[Entries shown — start]

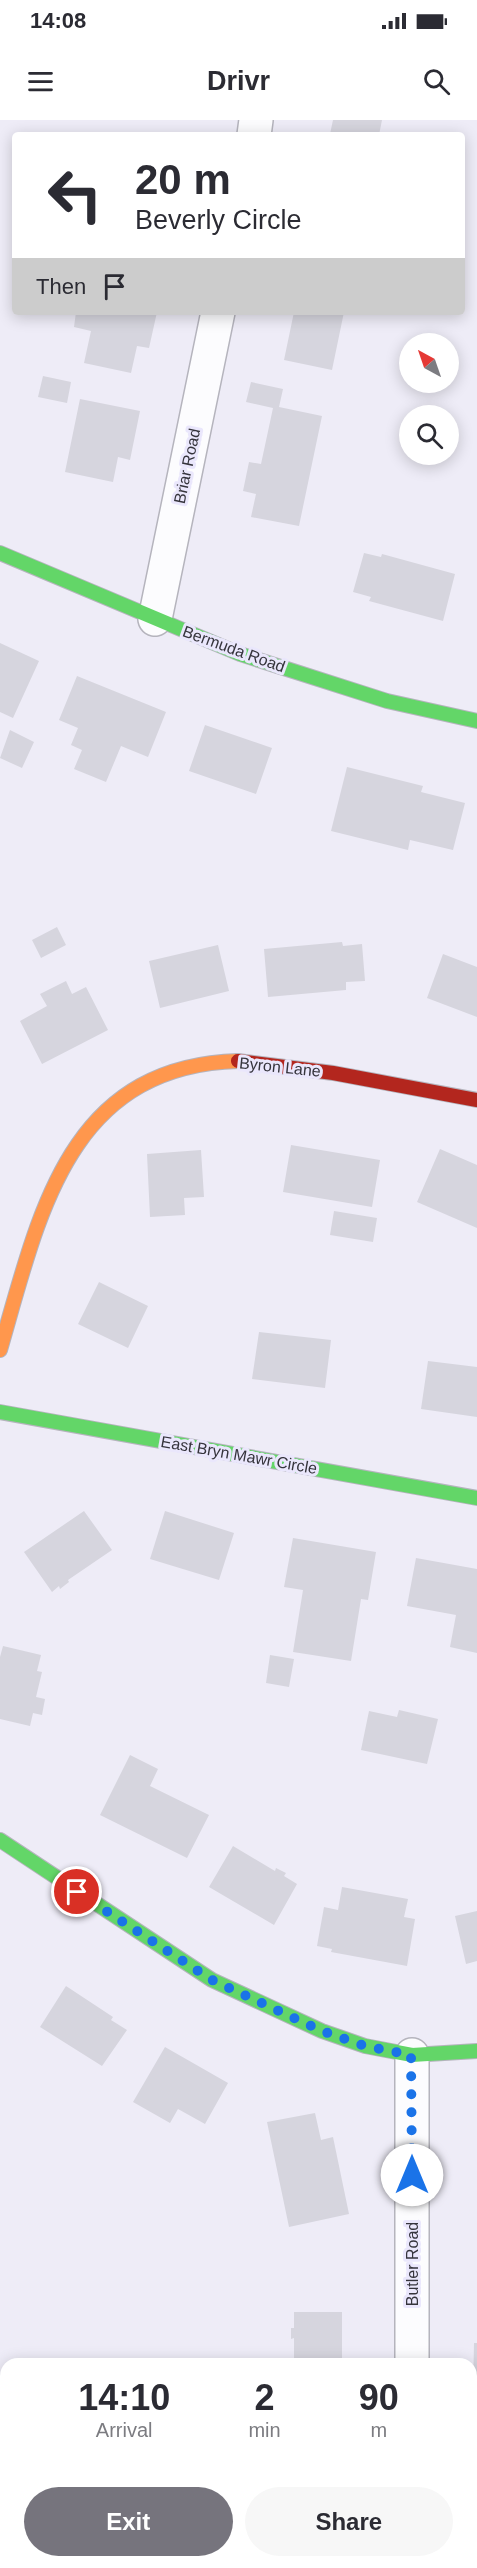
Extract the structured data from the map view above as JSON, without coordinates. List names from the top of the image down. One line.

[Entries shown — finish]
[Entries shown — start]

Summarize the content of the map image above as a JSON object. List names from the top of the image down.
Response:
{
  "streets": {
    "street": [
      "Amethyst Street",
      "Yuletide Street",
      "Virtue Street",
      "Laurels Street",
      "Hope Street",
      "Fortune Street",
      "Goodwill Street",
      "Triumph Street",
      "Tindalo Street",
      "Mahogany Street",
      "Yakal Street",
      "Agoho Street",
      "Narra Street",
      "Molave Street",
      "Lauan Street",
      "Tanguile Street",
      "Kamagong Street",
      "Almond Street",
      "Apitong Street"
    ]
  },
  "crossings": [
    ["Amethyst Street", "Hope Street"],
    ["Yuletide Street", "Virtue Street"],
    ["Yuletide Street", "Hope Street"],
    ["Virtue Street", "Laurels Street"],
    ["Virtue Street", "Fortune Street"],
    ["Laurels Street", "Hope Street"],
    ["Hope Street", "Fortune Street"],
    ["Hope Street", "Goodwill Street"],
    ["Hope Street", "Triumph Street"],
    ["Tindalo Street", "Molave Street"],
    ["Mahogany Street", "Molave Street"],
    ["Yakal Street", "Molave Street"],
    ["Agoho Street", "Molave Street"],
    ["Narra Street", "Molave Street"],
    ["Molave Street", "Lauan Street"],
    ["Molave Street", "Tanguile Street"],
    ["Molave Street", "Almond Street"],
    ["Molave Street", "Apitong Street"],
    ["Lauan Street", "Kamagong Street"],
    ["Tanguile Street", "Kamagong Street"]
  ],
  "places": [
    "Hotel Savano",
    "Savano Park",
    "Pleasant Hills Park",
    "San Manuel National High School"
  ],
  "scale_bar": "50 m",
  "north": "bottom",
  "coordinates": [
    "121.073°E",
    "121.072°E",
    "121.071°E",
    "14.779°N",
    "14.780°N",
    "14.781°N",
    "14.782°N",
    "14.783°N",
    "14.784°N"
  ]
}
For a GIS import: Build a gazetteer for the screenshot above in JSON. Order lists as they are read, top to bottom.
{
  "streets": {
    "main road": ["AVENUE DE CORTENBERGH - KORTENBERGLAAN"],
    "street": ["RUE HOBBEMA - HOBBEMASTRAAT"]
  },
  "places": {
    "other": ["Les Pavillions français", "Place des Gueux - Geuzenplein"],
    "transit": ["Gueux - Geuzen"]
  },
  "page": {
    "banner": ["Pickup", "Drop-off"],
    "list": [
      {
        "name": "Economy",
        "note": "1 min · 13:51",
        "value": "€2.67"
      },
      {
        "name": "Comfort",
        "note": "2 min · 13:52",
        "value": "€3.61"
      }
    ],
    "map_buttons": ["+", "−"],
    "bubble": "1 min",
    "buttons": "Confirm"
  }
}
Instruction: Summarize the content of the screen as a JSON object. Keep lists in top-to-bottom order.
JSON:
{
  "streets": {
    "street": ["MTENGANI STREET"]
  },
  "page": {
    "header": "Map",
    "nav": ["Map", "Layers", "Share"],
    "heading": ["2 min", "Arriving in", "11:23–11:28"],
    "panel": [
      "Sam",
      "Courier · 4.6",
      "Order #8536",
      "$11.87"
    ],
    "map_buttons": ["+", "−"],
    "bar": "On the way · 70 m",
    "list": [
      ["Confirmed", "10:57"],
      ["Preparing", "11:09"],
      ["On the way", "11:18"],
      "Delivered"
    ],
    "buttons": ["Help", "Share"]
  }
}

[Entries shown — finish]

- **Task directions**
In the listing above, find the line containing "For a GIS import: Build" and the line containing "Instruction: Summarize the", then repeat those two lines and everything between them exactly.

- **Result**
For a GIS import: Build a gazetteer for the screenshot above in JSON. Order lists as they are read, top to bottom.
{
  "streets": {
    "main road": ["AVENUE DE CORTENBERGH - KORTENBERGLAAN"],
    "street": ["RUE HOBBEMA - HOBBEMASTRAAT"]
  },
  "places": {
    "other": ["Les Pavillions français", "Place des Gueux - Geuzenplein"],
    "transit": ["Gueux - Geuzen"]
  },
  "page": {
    "banner": ["Pickup", "Drop-off"],
    "list": [
      {
        "name": "Economy",
        "note": "1 min · 13:51",
        "value": "€2.67"
      },
      {
        "name": "Comfort",
        "note": "2 min · 13:52",
        "value": "€3.61"
      }
    ],
    "map_buttons": ["+", "−"],
    "bubble": "1 min",
    "buttons": "Confirm"
  }
}
Instruction: Summarize the content of the screen as a JSON object. Keep lists in top-to-bottom order.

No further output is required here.